- _TASK REQUIREMENTS_
Transcribe the listing below only from the line with "position:relative; width:1154px; height:735px;" up to and including the line with "filter:drop-shadow(2px 0 #b3b6c0)".
* * * * * * * * *
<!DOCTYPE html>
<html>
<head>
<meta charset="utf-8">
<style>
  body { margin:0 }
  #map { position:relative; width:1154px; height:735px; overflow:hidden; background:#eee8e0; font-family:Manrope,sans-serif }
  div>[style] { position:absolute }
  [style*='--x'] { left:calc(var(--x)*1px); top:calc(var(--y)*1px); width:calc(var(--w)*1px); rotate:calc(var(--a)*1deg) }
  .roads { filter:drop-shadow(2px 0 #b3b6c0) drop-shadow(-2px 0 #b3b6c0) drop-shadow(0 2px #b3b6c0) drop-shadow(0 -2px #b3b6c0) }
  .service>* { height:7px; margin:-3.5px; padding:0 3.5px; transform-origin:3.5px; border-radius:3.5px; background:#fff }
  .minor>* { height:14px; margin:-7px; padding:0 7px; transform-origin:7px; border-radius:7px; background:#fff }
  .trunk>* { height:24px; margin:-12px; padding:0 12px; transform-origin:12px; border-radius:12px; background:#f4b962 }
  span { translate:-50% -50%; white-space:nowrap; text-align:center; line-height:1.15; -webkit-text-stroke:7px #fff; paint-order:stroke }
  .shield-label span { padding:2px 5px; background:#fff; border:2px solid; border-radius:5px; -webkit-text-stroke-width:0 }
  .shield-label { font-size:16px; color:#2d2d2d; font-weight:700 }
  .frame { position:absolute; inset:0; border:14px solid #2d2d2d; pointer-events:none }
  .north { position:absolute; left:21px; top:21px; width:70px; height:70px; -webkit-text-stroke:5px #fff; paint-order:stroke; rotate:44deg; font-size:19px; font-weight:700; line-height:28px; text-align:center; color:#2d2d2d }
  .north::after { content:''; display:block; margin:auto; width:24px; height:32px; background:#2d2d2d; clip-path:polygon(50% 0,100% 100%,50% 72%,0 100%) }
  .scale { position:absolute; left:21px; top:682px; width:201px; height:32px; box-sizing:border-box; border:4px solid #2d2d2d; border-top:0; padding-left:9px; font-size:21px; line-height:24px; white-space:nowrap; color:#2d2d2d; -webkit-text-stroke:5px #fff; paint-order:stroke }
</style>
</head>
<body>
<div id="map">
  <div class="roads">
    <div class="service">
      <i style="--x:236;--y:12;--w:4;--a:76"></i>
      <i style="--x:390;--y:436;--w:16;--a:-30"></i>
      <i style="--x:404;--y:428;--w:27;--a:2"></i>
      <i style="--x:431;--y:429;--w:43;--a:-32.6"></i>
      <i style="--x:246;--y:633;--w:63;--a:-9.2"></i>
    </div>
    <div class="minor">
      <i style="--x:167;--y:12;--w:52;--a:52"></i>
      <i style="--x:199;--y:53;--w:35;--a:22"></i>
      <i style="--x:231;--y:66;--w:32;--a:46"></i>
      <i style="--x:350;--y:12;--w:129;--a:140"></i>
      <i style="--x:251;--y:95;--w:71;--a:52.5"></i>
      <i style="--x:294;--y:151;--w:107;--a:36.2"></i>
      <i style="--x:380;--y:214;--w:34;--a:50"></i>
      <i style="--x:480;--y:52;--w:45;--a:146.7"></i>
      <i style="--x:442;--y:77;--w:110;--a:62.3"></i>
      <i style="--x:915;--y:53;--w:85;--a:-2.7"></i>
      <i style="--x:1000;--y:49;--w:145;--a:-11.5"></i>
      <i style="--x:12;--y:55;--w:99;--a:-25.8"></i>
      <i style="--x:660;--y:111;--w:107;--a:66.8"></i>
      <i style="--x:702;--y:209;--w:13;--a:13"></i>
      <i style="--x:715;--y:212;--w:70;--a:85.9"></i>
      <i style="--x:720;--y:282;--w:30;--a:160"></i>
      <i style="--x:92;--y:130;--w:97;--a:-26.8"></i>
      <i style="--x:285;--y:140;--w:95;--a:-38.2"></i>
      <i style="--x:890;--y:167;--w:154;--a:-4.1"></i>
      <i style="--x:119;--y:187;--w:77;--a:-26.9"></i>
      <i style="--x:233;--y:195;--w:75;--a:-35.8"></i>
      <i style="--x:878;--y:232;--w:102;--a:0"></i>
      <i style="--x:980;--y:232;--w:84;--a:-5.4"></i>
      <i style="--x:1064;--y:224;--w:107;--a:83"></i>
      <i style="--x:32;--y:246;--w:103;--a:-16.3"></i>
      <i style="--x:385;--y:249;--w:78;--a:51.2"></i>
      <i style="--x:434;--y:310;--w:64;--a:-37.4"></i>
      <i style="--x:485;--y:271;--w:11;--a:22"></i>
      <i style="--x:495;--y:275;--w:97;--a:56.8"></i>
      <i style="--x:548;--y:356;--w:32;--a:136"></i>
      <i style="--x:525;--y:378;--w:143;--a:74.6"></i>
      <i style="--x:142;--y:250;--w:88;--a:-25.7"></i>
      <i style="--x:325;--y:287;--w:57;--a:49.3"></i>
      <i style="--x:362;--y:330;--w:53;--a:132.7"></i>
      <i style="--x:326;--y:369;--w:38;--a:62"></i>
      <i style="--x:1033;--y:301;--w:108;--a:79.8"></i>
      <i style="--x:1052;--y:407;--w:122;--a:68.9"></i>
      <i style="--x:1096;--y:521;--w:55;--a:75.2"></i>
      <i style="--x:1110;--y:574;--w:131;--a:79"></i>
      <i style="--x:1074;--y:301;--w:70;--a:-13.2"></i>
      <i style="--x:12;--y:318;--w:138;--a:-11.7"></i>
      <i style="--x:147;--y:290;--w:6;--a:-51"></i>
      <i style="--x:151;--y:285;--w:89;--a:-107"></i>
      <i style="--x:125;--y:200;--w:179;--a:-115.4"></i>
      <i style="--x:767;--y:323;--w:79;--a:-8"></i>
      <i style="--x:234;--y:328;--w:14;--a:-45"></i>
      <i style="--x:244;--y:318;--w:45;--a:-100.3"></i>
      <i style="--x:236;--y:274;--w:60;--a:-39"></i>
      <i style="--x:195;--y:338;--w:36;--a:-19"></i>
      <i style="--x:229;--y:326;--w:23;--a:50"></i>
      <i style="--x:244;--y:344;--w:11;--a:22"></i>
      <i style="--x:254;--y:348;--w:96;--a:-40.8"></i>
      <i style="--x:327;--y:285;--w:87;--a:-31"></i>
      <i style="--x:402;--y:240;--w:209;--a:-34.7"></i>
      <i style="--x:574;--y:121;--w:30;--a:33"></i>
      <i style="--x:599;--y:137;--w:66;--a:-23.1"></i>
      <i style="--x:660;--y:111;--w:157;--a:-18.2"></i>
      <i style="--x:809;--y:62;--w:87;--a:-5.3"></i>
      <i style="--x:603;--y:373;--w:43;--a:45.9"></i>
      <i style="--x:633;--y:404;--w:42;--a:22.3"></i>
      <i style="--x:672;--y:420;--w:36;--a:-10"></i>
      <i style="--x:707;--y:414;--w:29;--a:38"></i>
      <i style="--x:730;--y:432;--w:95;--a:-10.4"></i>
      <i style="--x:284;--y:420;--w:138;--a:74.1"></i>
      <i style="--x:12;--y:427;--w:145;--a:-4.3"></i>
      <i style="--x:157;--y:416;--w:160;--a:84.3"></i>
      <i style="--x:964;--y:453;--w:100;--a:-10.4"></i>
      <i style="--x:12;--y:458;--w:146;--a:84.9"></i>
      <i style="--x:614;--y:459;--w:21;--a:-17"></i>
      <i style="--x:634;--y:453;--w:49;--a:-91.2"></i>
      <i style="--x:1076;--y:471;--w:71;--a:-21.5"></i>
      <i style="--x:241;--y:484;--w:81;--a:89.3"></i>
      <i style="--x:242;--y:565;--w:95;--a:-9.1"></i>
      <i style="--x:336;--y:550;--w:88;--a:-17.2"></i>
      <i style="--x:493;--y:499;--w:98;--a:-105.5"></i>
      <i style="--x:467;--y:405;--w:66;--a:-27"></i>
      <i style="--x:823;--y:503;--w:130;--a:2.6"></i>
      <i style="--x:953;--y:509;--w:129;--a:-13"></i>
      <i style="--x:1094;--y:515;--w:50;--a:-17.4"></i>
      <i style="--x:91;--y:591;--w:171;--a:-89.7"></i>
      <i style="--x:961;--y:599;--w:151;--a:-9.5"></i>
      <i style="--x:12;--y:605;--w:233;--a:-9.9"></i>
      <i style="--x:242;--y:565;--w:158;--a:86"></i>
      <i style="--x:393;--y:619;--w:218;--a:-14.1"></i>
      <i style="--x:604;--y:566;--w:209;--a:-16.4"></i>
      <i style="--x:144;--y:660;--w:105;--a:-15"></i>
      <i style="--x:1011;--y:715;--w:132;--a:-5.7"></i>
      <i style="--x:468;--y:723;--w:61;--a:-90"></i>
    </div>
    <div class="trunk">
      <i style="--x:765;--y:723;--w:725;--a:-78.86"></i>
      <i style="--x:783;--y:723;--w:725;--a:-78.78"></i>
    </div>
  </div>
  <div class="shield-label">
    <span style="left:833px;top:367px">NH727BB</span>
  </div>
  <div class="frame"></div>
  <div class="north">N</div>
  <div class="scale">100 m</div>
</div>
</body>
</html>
* * * * * * * * *
- _WRITTEN SOLUTION_
  #map { position:relative; width:1154px; height:735px; overflow:hidden; background:#eee8e0; font-family:Manrope,sans-serif }
  div>[style] { position:absolute }
  [style*='--x'] { left:calc(var(--x)*1px); top:calc(var(--y)*1px); width:calc(var(--w)*1px); rotate:calc(var(--a)*1deg) }
  .roads { filter:drop-shadow(2px 0 #b3b6c0) drop-shadow(-2px 0 #b3b6c0) drop-shadow(0 2px #b3b6c0) drop-shadow(0 -2px #b3b6c0) }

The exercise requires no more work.